A Ferney, 12 Mai 1777.
On n’a rendu, monsieur, que depuis très peu de jours, au vieillard moribond dont vous embrassez généreusement la défense, la lettre et l’ouvrage que vous avez daigné lui faire tenir (1). Il les a lus avec une extrême sensibilité ; mais le déplorable état où il se voit réduit le prive du plaisir de vous remercier de sa main. Il fut atteint, le 8 de mars dernier, à l’âge de quatre-vingt-trois ans, d’un coup d’apoplexie qui augmente prodigieusement la somme de ses souffrances, et qui, sans doute, ne tardera guère à la réduire à zéro. Dans l’impossibilité où il est d’écrire, il vous prie d’agréer ses excuses, et de ne pas douter de son estime et de sa reconnaissance.
1 – L’Ami des arts, ou Justification de plusieurs grands hommes. (G.A.)
à M. Turgot.
17 Mai 1777 (1).
Un vieillard de quatre-vingt-trois ans, tombé deux fois dans une espèce d’apoplexie, n’a pas trop la force d’écrire à Caton. Cependant, ayant entendu dire que Caton a daigné indiquer un rapporteur digne de lui au conseil des parties, pour plaider la cause de douze mille esclaves de six pieds de haut contre vingt petits chanoines ivrognes, jadis moines de saint Benoît, et pour tâcher d’obtenir, s’il est possible, que ces douze mille citoyens soient sujets du roi au lieu d’être esclaves de moines, ledit apoplectique se jette aux pieds de monseigneur Turgot pour le remercier très humblement.

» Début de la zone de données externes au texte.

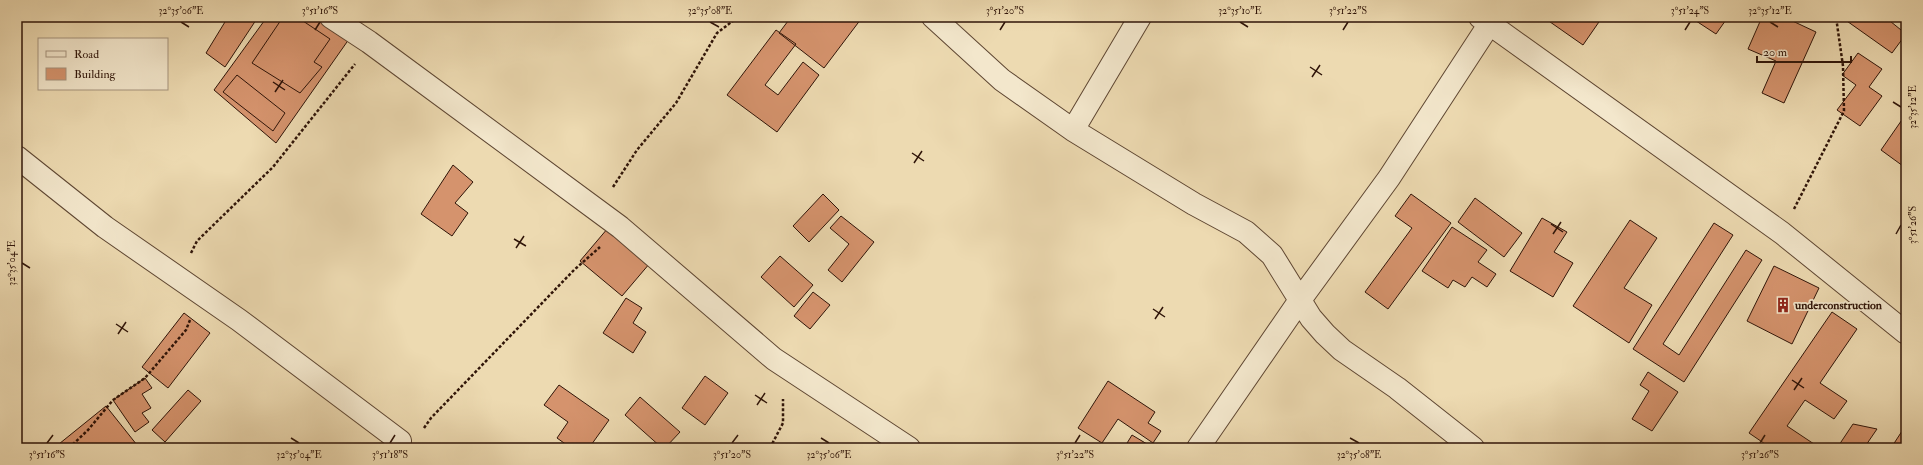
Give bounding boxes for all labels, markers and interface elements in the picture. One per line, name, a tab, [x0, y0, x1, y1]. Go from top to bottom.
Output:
text: 32°35'06"E	[159, 5, 203, 17]
text: 3°51'16"S	[302, 5, 338, 17]
text: 32°35'08"E	[688, 5, 732, 17]
text: 3°51'20"S	[986, 5, 1024, 17]
text: 32°35'10"E	[1218, 5, 1262, 17]
text: 3°51'22"S	[1329, 5, 1367, 17]
text: 3°51'24"S	[1671, 5, 1709, 17]
text: 32°35'12"E	[1748, 5, 1792, 17]
legend	[38, 38, 168, 90]
scale bar	[1757, 38, 1851, 64]
text: 20 m	[1763, 45, 1788, 60]
text: Road	[74, 47, 99, 62]
text: Building	[74, 67, 117, 82]
text: 32°35'12"E	[1907, 85, 1919, 129]
text: 3°51'26"S	[1907, 206, 1919, 244]
text: 32°35'04"E	[6, 240, 18, 286]
building icon: underconstruction	[1774, 296, 1792, 314]
place label: underconstruction	[1794, 298, 1883, 313]
text: 3°51'16"S	[29, 449, 65, 461]
text: 32°35'04"E	[276, 449, 322, 461]
text: 3°51'18"S	[372, 449, 408, 461]
text: 3°51'20"S	[713, 449, 751, 461]
text: 32°35'06"E	[807, 449, 851, 461]
text: 3°51'22"S	[1056, 449, 1094, 461]
text: 32°35'08"E	[1337, 449, 1381, 461]
text: 3°51'26"S	[1741, 449, 1779, 461]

Un jour il arrivera peut-être qu’on sera assez sage et assez heureux pour remettre les étables d’Augias entre les mains d’Hercule ; alors il fera ce qu’on a fait ailleurs : saint-Bernard et saint Benoît n’auront plus de serfs de mainmorte.
Le vieux mourant va bientôt partir dans cette douce espérance, et sera attaché bien respectueusement au vertueux Caton jusqu’au dernier moment de sa vie.
1 – Editeurs, de Cayrol et A. François. (G.A.)
à M. le marquis de Villette.
17 Mai 1777.
Le vieux malade de quatre-vingt-trois ans, affligé d’un reste d’apoplexie qui le mène au pays où est descendu Catherin Fréron, a été bien consolé par le souvenir et par la lettre de M. le marquis de Villette. Soit qu’il vive ou qu’il meure, M. de Villette aura dans deux mois son quantième (1) avec répétition et belle boite d’or de couleur, dont le centre sera garni d’une figure en émail très ressemblante. Le tout coûtera vingt-cinq ou vingt-six louis.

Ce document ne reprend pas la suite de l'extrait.